The barefoot movement is seeing a recent resurgence. There are people who believe it is healthier and more natural to walk about outside without foot coverings, despite increased risk of cuts and embedded thorns and frostbite in the winter. These feet are callous-crusted, leathery and perpetually grimy, arguably spread out wider with less toe deformities and bunion problems. The idea is to walk lightly on surfaces, with less impact, more sensitivity, vulnerability and authenticity, thus removing the barrier between the foot and nature.

In a somewhat opposing philosophy, there have long been cultures where shoes must be removed before touching the surface of the floor inside a residence or temple, in an overt act of leaving the dirt of the world at the door thereby preserving the sanctity and cleanliness of the inner life.

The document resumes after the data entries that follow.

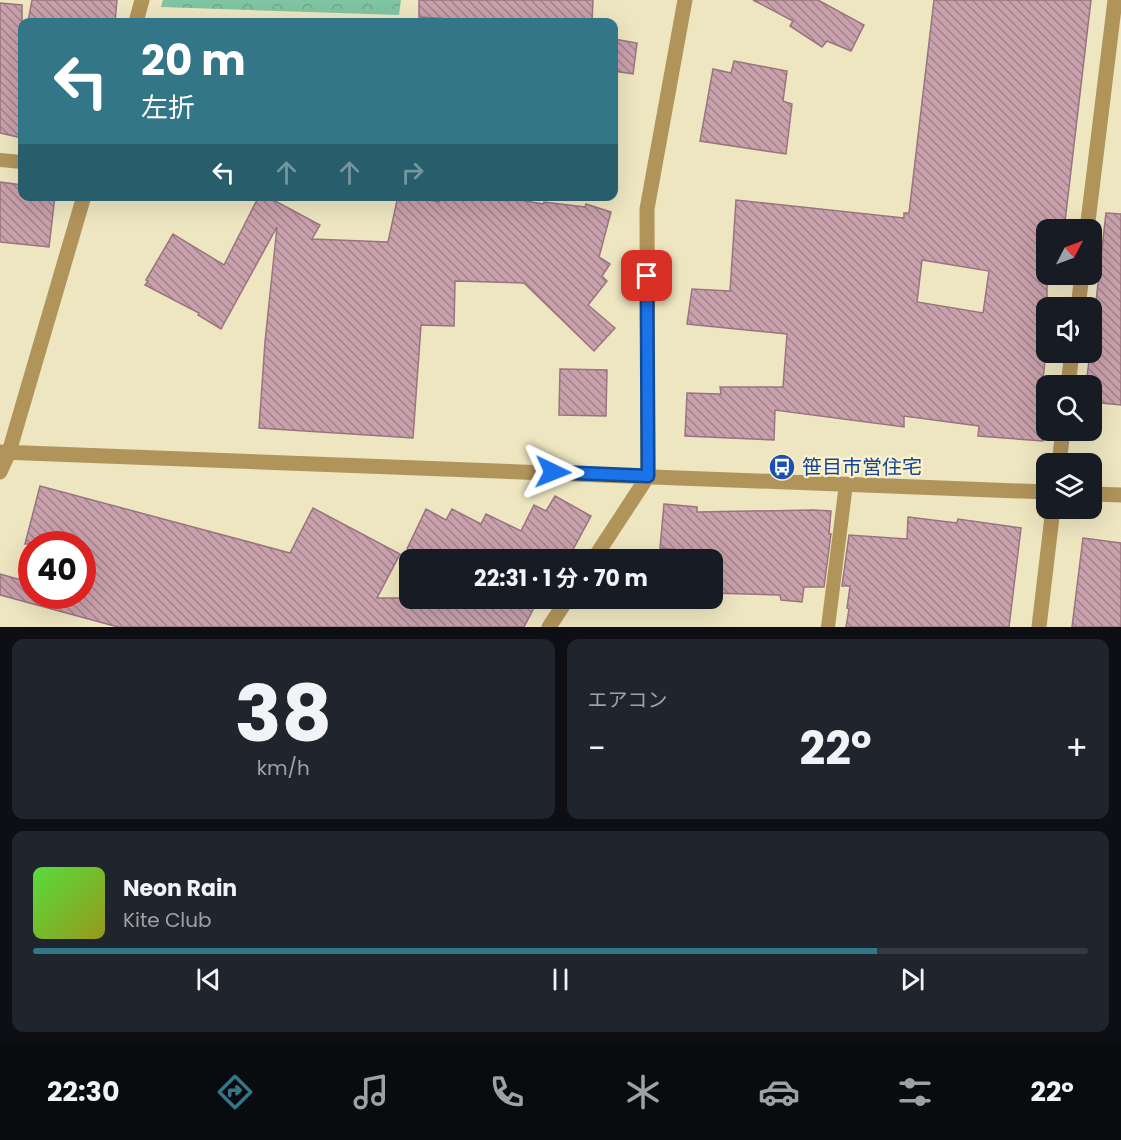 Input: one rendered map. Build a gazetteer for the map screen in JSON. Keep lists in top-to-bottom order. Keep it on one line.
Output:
{"places":{"bus stop":["笹目市営住宅"]},"north":"top right","page":{"turn":["20 m","左折"],"limit":"40","trip":"22:31 · 1 分 · 70 m","tile":[["38","km/h"],"エアコン"],"heat":["−","22°","+"],"song":["Neon Rain","Kite Club"],"tabs":["22:30","22°"]}} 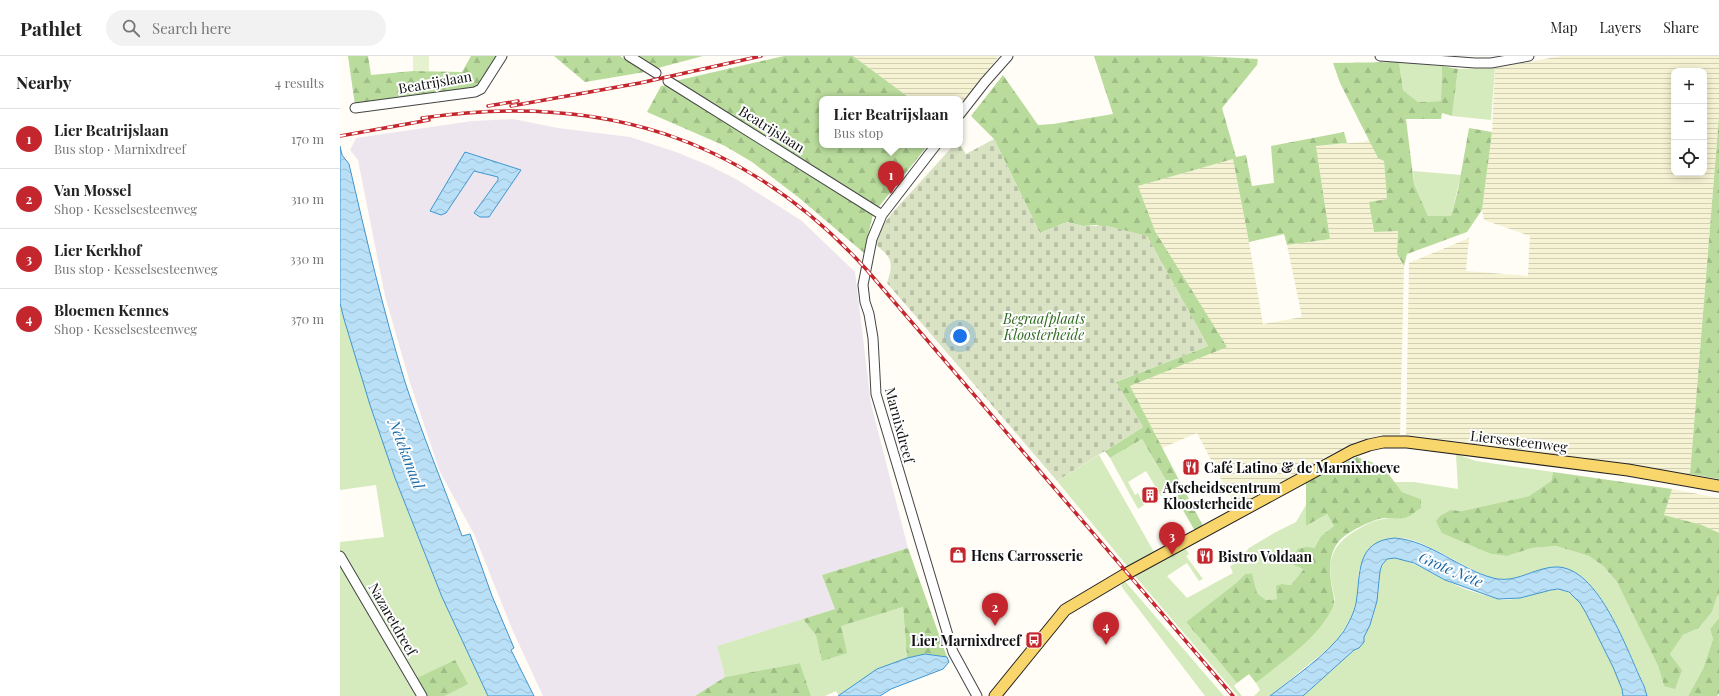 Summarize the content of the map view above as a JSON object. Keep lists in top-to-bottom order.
{
  "streets": {
    "main road": ["Liersesteenweg"],
    "street": ["Beatrijslaan", "Marnixdreef", "Nazaretdreef"]
  },
  "crossings": [
    ["Beatrijslaan", "Marnixdreef"]
  ],
  "water": ["Netekanaal", "Grote Nete"],
  "parks": ["Begraafplaats Kloosterheide"],
  "places": {
    "restaurant": ["Café Latino & de Marnixhoeve", "Bistro Voldaan"],
    "building": ["Afscheidscentrum Kloosterheide"],
    "shop": ["Hens Carrosserie"],
    "bus stop": ["Lier Marnixdreef"]
  },
  "page": {
    "header": "Pathlet",
    "search": "Search here",
    "nav": ["Map", "Layers", "Share"],
    "heading": ["Nearby", "4 results"],
    "map_buttons": ["+", "−"],
    "popup": ["Lier Beatrijslaan", "Bus stop"],
    "list": [
      {
        "mark": "1",
        "name": "Lier Beatrijslaan",
        "note": "Bus stop · Marnixdreef",
        "value": "170 m"
      },
      {
        "mark": "2",
        "name": "Van Mossel",
        "note": "Shop · Kesselsesteenweg",
        "value": "310 m"
      },
      {
        "mark": "3",
        "name": "Lier Kerkhof",
        "note": "Bus stop · Kesselsesteenweg",
        "value": "330 m"
      },
      {
        "mark": "4",
        "name": "Bloemen Kennes",
        "note": "Shop · Kesselsesteenweg",
        "value": "370 m"
      }
    ],
    "pins": [
      "1",
      "3",
      "2",
      "4"
    ]
  }
} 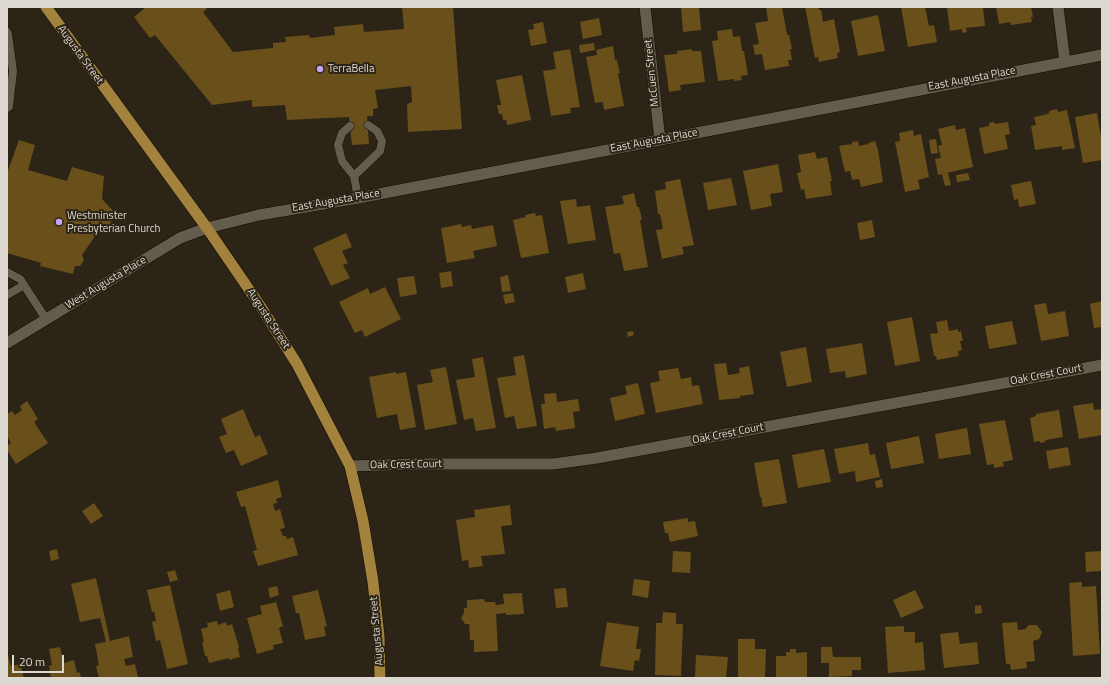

And then there is what God said. He asked that holy ground be respected by the removal of Moses’ sandals. There is no need to be protected from my skin touching holy ground–I must remove any barrier that prevents me from entering fully into His presence, whether it be my attitude, my stubbornness, my unbelief, my centering on self rather than other. No separation, even a thin layer of leather, is desirable when encountering God.

Instead I trample roughshod over holy ground all the time, blind to where my foot lands and the impact it has. If I might shed the covering of my eyes, my mind, my feet, I would see earth crammed with heaven and God on fire everywhere, in every common bush and in every common heart. Even mine.

Burning and burning, never consuming, ever illuminating.